Fly Of The Month-January 2017-Black Nosed Dace

Black Nosed Dace
By Bruce Schneck

To start this year out we will look at a fly that is very useful for both trout and steelhead early in the year. Seeing bait fishers going after trout it is common to see them using minnows, red fins, shiners and fatheads. This fly does a very good job of matching any of them. Fishing a stream working around brush piles, undercut banks, pocket water and deep holes can put you in contact with some of the better trout in that body of water. I enjoy watching some of the old timers often using fly rods with automatic fly reels and old fly lines skillfully working minnows, fully covering every bit of the water. At times it seems they work to slowly but their results show they know what they are doing. We fly fishers can mimic them using a bit more modern equipment. While it is usually not a good idea to weight these flies it is a good idea to have a small split shot about 8 to 14 inches up the leader from the fly. Imagine your fly is a natural minnow working around the cover in the area you are fishing. Usually a slow retrieve is the ticket but at times it pays to really rip the fly through the area you are working. Strikes to a fast retrieve can be spectacular, splashy ripping hits that get your attention and at times snap your tippet.

Leaving home waters and heading to Great Lake tributaries for steelhead and brown trout gives another great opportunity to fish these minnow imitations. Fish in the streams from the lakes are used to feeding on emerald shiners, smelt and regular shiners, all of which the black nosed dace can match. At times fishing a pod of steelhead with a minnow matching fly can really get them aggressive, rushing to see who can get the bait first. Again we will get some of the hardest strikes of the day by these aggressive fish. Here again a split shot or even two will get you to level fish are holding at. When fish are suspended high in the water column I at times have luck using a good sized strike indicator about 2 foot above the fly and using a pretty fast retrieve. Often this will just have your fly above the fish but at times it put you right into them and the fun begins.

This pattern invented by Art Flick many years ago has become very popular throughout the United States. I remember this being a staple fly during the 50s and it remains the same to date.

Basic pattern uses black tying thread, a red tag, some form of tinsel for the body and wings composed of a white layer on the bottom, then a black stripe and finally a brown back. Head will be formed with the tying thread and usually an eye of some sort is vital. A Mustad 9575, or 38941 or any streamer hook 4X long will serve well.

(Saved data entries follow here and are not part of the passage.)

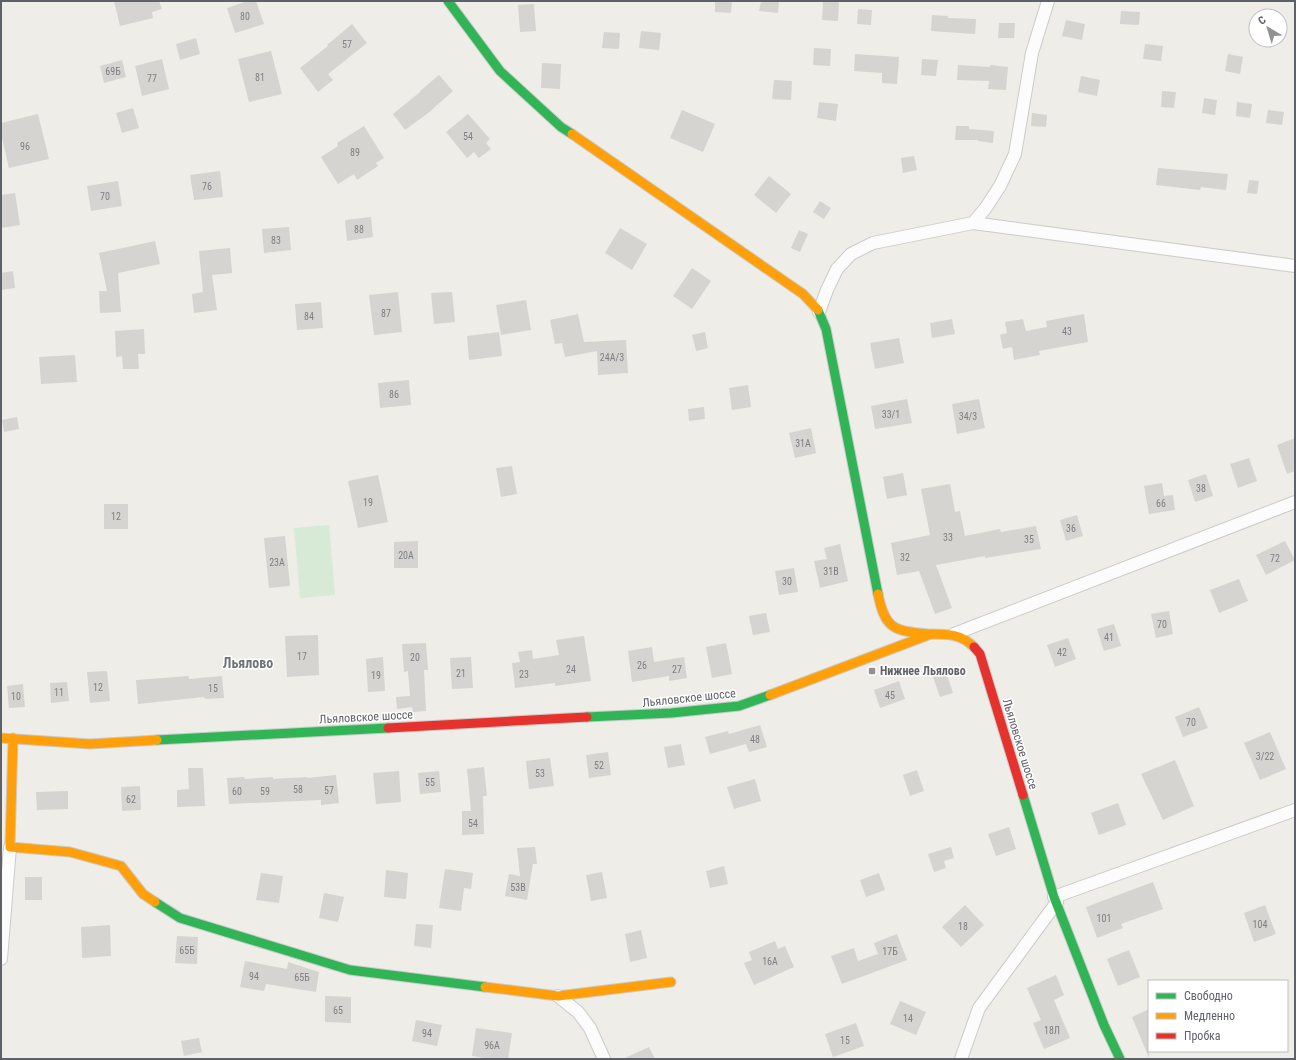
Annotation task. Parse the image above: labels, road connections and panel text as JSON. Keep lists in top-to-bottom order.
{
  "streets": {
    "street": ["Льяловское шоссе"]
  },
  "districts": ["Льялово"],
  "places": {
    "transit": ["Нижнее Льялово"]
  },
  "house_numbers": [
    "80",
    "57",
    "69Б",
    "81",
    "77",
    "54",
    "96",
    "89",
    "76",
    "70",
    "88",
    "83",
    "87",
    "84",
    "43",
    "24А/3",
    "86",
    "33/1",
    "34/3",
    "31А",
    "38",
    "19",
    "66",
    "12",
    "36",
    "33",
    "35",
    "20А",
    "32",
    "72",
    "23А",
    "31В",
    "30",
    "70",
    "41",
    "42",
    "17",
    "20",
    "26",
    "24",
    "27",
    "21",
    "23",
    "19",
    "12",
    "15",
    "11",
    "45",
    "10",
    "70",
    "48",
    "3/22",
    "52",
    "53",
    "55",
    "58",
    "57",
    "60",
    "59",
    "62",
    "54",
    "53В",
    "101",
    "104",
    "18",
    "65Б",
    "17Б",
    "16А",
    "94",
    "65Б",
    "65",
    "14",
    "18Л",
    "94",
    "15",
    "96А"
  ],
  "legend": ["Свободно", "Медленно", "Пробка"],
  "north": "top left"
}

To get the most effective pattern we can mix some old methods with modern tactics. Modern tying threads allow us to form a small head which can be a problem when making three layers of hair in the wing. Going to modern goodies it works well to use molded eyes over the thread head. Makes the job look neater and the big eyes seem to attract attention. Older patterns had a white dot painted on the head to match the eye. Back in the 50s and 60s we struggled to get a good body with the metallic tinsels that were available. Some tricks employed to make a good body were to paint the hook shank white or wrap it with white thread, both to hide gaps in the tinsel. Now we have some great synthetic materials to use in place of the older metallic tinsel. Woven tubing can be put over the hook shank to make a very serviceable body. My favorite body is made by first tying an oval piece of Mylar tinsel so it sticks out the read looking almost like a tail. Then I tie from the front to back and then returning to the front a piece of flat Mylar tinsel by wrapping the tinsel front to rear and then back to the front it avoids a large tie in lump at rear of the fly. Now wind the oval tinsel to the front as ribbing. This makes a good looking and strong body. Colors of the wing are as shown before, white base, thin black stipe and brown back. A bit of a change up that seems to work well is to use olive for the back. White hair can be buck tail or my favorite calf Tait. Black stripe can be made from buck tail, squirrel tail, bear hair or calf tail (also called Kip Tail). Buck tail or calf tail does the job on the back. For the eye we can lacquer the wrapped head and then use a wooden toothpick to make the eye with model paint or put a molded eye over the wrapped head finished off with a drop of 5 minute epoxy.

Does not matter if you use older methods or all modern ways this is a productive fly that will work on Great Lake Steelies or browns and stream trout close to home. It is also a fly that looks good in your fly box.